Revolution in 3D printing: setting new standards for the industry!

Revolution in 3D printing: setting new standards for the industry!

On August 20, 2025, researchers at the University of Duisburg-Essen will provide information about groundbreaking advances in the field of 3D printing, in particular through the laser powder bed fusion (LPBF) process. How uni-due.de reports, LPBF has established itself as a widespread industrial 3D printing process that is particularly used in the aerospace, medical technology and tool making sectors. These technologies enable the production of complex and highly resilient components.

Research was carried out over a period of six years as part of a priority program funded by the German Research Foundation (DFG) entitled “Materials for Additive Manufacturing”. This program has now been successfully completed and the knowledge gained has been made available via an interlaboratory study and a special issue of the journal Advanced Engineering Materials. Dr. Anna Ziefuß, one of the researchers involved, describes the results of the interlaboratory study as a milestone for science and industry.

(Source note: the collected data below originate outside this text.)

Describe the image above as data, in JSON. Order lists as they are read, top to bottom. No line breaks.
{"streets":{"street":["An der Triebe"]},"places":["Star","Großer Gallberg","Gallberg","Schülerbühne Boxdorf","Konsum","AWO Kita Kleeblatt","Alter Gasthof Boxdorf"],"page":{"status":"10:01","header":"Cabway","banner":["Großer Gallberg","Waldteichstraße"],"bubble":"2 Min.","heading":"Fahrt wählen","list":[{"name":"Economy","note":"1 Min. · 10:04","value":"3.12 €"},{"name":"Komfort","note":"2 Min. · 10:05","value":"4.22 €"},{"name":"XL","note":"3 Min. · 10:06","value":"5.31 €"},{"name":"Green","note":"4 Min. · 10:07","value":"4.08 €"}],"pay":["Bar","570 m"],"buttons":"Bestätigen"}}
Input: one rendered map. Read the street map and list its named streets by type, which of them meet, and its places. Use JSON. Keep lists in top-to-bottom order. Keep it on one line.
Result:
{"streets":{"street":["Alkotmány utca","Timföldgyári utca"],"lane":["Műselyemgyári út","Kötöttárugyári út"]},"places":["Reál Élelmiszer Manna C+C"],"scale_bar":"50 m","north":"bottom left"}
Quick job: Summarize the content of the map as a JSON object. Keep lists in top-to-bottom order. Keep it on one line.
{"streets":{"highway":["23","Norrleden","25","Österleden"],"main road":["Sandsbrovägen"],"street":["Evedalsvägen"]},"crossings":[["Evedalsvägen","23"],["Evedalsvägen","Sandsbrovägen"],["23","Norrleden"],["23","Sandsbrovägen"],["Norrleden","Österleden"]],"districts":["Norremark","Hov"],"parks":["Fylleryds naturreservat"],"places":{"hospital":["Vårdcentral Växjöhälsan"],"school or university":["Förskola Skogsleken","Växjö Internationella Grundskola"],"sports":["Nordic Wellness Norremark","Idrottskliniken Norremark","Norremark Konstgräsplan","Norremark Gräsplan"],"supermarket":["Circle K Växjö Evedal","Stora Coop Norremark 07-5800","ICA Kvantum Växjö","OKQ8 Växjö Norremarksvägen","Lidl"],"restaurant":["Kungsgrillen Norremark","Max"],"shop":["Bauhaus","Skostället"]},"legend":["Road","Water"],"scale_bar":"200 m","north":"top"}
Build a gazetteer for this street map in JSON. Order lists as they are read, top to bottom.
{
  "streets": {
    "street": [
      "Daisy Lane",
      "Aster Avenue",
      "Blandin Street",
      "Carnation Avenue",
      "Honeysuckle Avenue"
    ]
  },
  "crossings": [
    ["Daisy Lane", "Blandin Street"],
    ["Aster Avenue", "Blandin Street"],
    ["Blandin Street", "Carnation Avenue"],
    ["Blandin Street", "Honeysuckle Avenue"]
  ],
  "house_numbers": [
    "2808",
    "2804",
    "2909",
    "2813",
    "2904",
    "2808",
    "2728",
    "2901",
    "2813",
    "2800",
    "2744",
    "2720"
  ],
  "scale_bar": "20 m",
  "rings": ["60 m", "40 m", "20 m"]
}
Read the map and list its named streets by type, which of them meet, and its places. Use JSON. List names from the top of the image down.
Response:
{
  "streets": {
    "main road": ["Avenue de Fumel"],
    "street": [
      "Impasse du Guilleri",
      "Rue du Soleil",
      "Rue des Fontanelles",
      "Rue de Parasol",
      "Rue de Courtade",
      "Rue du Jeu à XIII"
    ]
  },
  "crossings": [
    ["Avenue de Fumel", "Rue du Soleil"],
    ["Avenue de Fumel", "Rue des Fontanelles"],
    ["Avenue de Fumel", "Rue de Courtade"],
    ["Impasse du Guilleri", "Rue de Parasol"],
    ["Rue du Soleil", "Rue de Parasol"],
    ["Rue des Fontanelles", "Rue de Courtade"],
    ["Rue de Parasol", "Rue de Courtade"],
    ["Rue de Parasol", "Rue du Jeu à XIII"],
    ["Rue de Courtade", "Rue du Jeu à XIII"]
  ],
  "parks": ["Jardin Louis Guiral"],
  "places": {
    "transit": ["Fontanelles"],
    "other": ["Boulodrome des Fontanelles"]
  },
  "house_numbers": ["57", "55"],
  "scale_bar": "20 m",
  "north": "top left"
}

Standardization and research results

The interlaboratory study, considered the largest open data set of its kind, involved the collaboration of 32 international laboratories. The aim was to promote the standardized production of components from metallic and polymer powders. In particular, the comparison of material properties, machine parameters and process management was examined.

A central goal of these research efforts is the improvement and standardization of materials and additive processes. The priority program SPP 2122 was launched in 2019, involving over 30 research teams in the development of tailor-made powders and the functionalization of nanoparticles. From November 10, 2025, the data collected from the interlaboratory study will be publicly available.

In addition to LPBF, additive manufacturing relies on various other processes such as fused filament fabrication (FFF) and robocasting. According to information from iwn.fraunhofer.de fluid rheology significantly influences the pressure behavior during material extrusion. A mixture of polymer filaments and high-melting particles is used, which are melted and processed through a nozzle.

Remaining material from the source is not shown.